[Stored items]
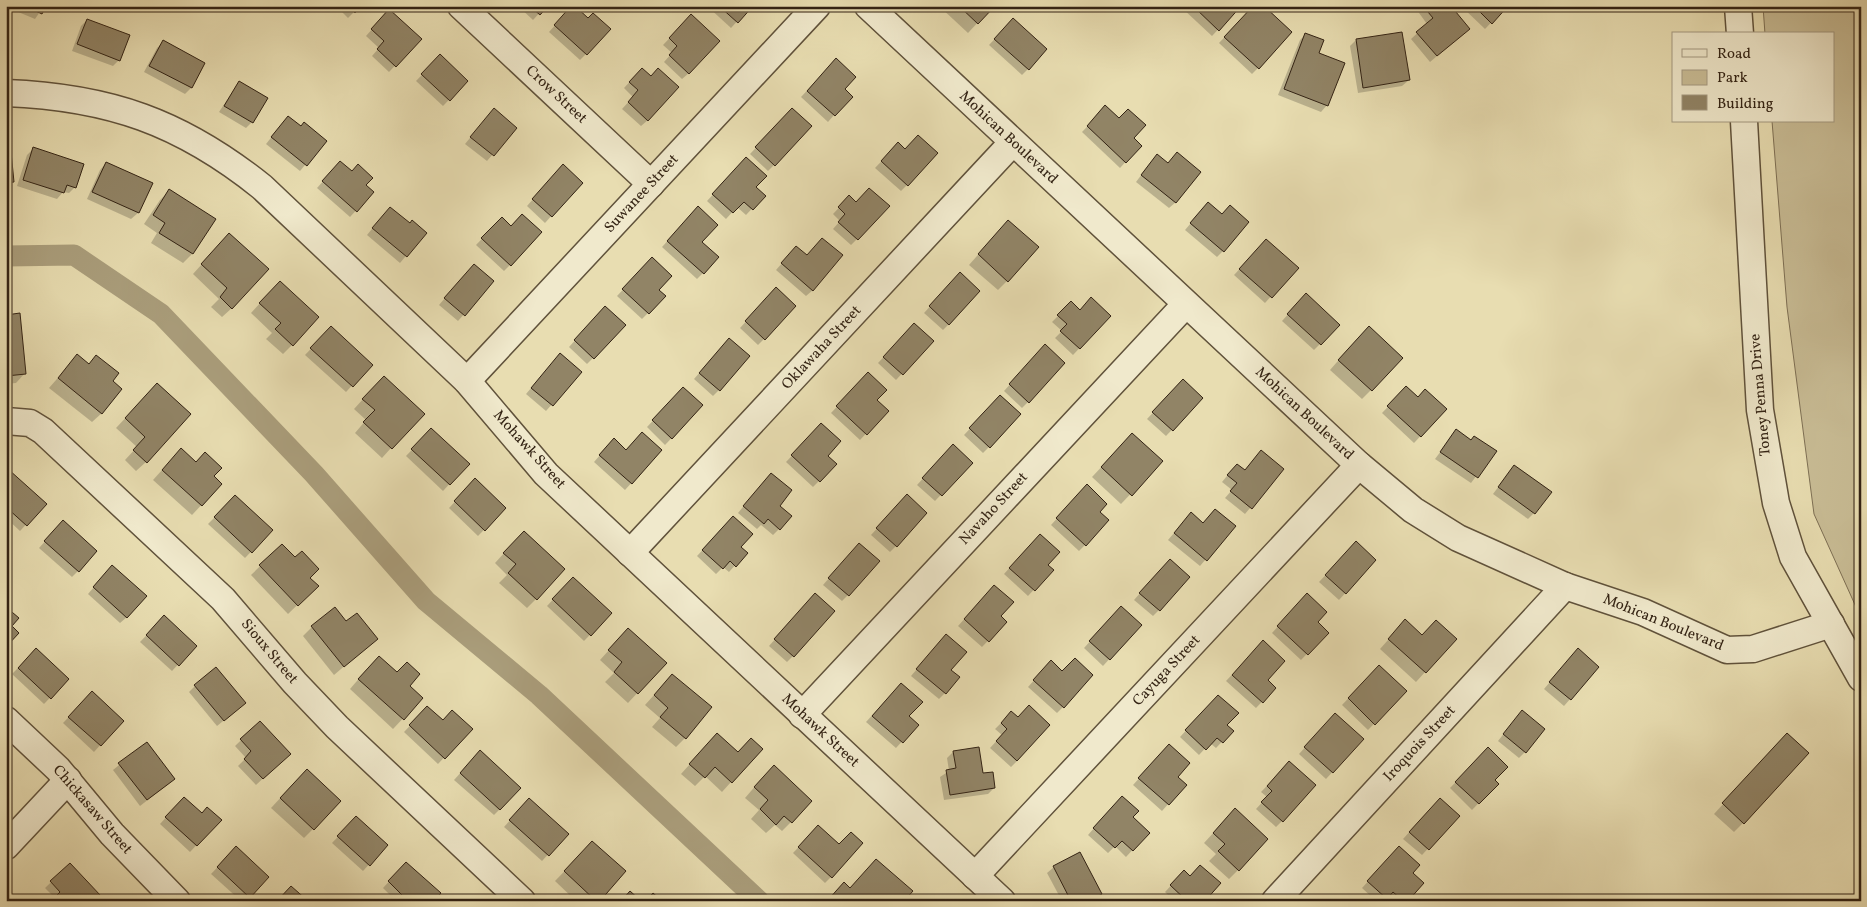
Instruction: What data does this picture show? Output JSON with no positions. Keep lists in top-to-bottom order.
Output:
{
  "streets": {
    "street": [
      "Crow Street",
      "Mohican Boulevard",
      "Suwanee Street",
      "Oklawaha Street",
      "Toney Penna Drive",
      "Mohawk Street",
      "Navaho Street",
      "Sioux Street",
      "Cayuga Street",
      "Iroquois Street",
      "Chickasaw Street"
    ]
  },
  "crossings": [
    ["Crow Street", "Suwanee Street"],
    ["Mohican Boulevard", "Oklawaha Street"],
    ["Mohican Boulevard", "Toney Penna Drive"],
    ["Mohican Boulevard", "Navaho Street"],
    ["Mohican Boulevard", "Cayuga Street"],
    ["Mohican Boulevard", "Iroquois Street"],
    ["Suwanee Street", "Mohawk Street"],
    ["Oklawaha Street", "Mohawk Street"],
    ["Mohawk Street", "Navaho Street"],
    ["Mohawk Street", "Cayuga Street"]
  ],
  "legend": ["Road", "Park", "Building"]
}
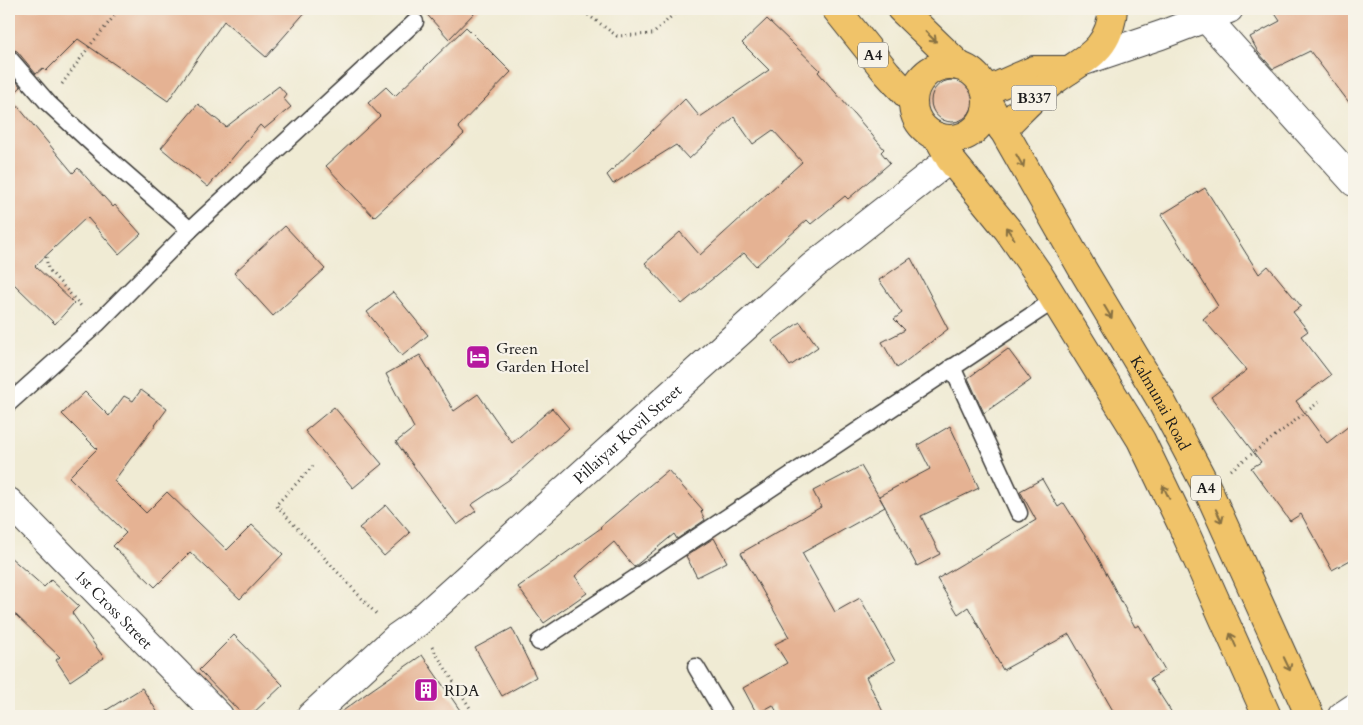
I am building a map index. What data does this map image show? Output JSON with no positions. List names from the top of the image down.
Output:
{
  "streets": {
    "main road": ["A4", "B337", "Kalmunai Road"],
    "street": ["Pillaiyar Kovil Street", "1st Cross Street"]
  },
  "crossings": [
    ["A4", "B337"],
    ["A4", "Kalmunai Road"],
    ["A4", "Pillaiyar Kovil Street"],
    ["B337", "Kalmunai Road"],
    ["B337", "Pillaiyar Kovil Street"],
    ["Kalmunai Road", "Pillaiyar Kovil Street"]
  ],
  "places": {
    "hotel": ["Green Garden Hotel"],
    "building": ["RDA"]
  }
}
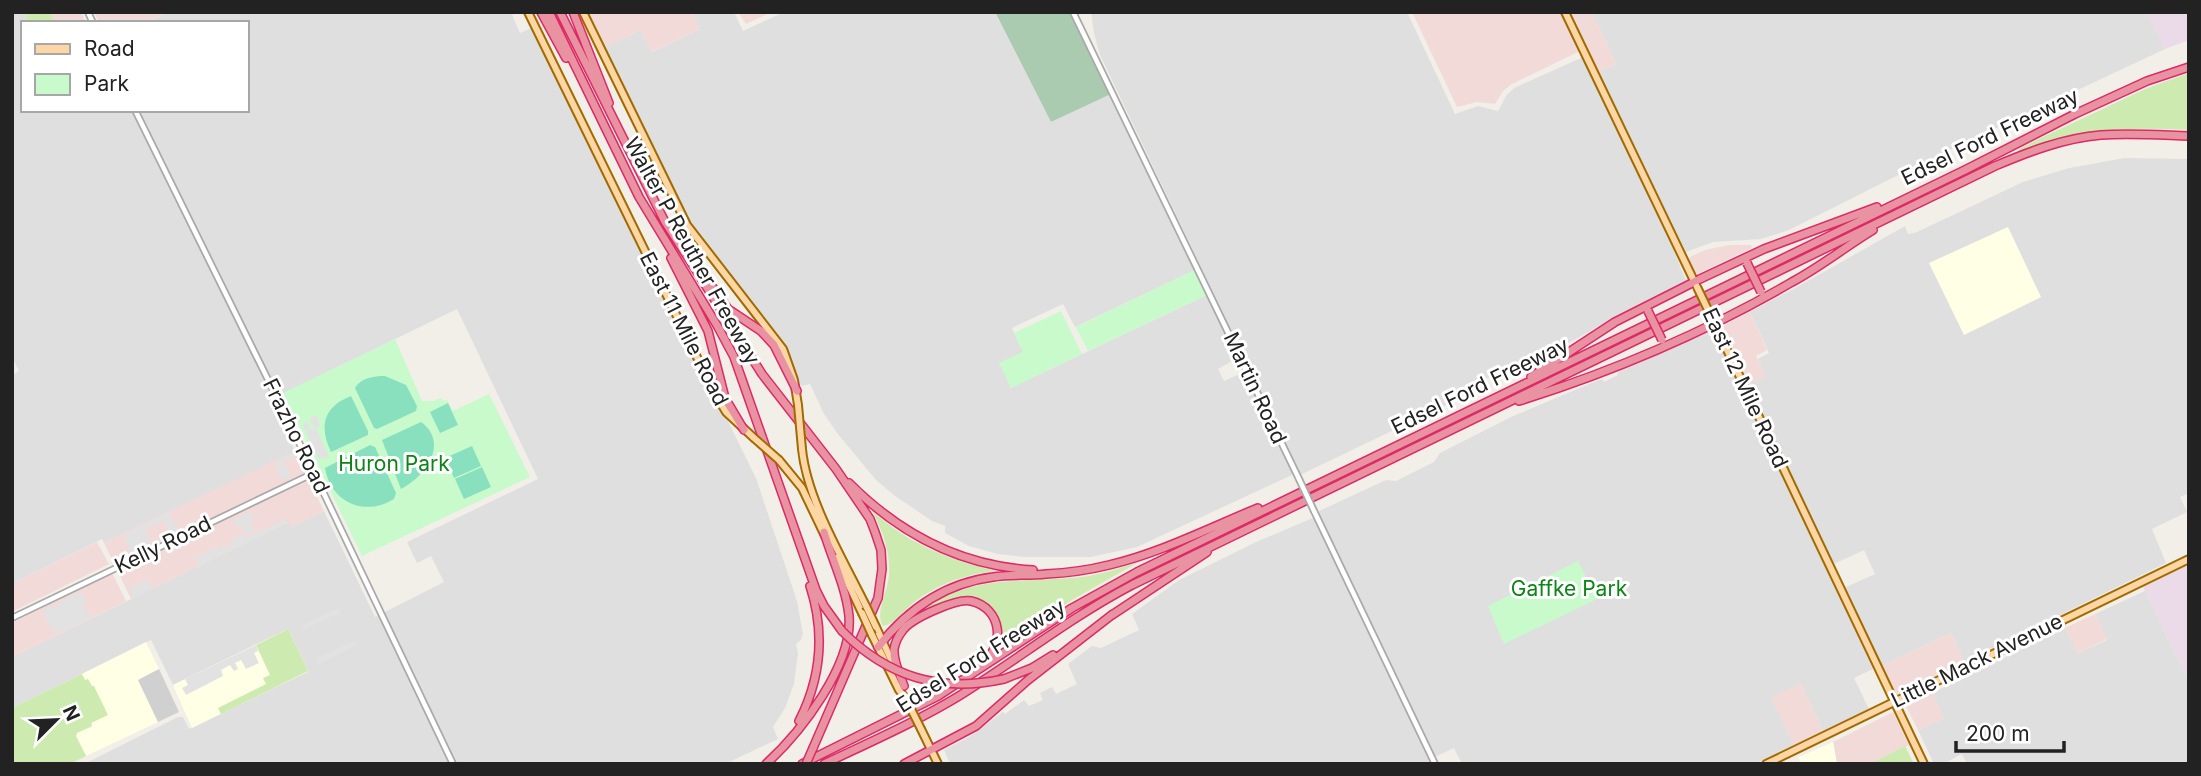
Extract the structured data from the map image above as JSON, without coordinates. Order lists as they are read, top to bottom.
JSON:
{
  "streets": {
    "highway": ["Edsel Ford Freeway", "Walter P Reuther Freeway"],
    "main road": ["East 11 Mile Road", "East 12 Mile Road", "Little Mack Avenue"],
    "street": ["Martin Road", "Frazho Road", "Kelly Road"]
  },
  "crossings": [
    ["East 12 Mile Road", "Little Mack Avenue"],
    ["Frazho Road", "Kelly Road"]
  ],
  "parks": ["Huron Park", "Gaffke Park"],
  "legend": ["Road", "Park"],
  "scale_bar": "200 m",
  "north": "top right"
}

[Required action]
List all lines above in which the string "from" appears.

[Response to this exercise]
I am building a map index. What data does this map image show? Output JSON with no positions. List names from the top of the image down.
Extract the structured data from the map image above as JSON, without coordinates. Order lists as they are read, top to bottom.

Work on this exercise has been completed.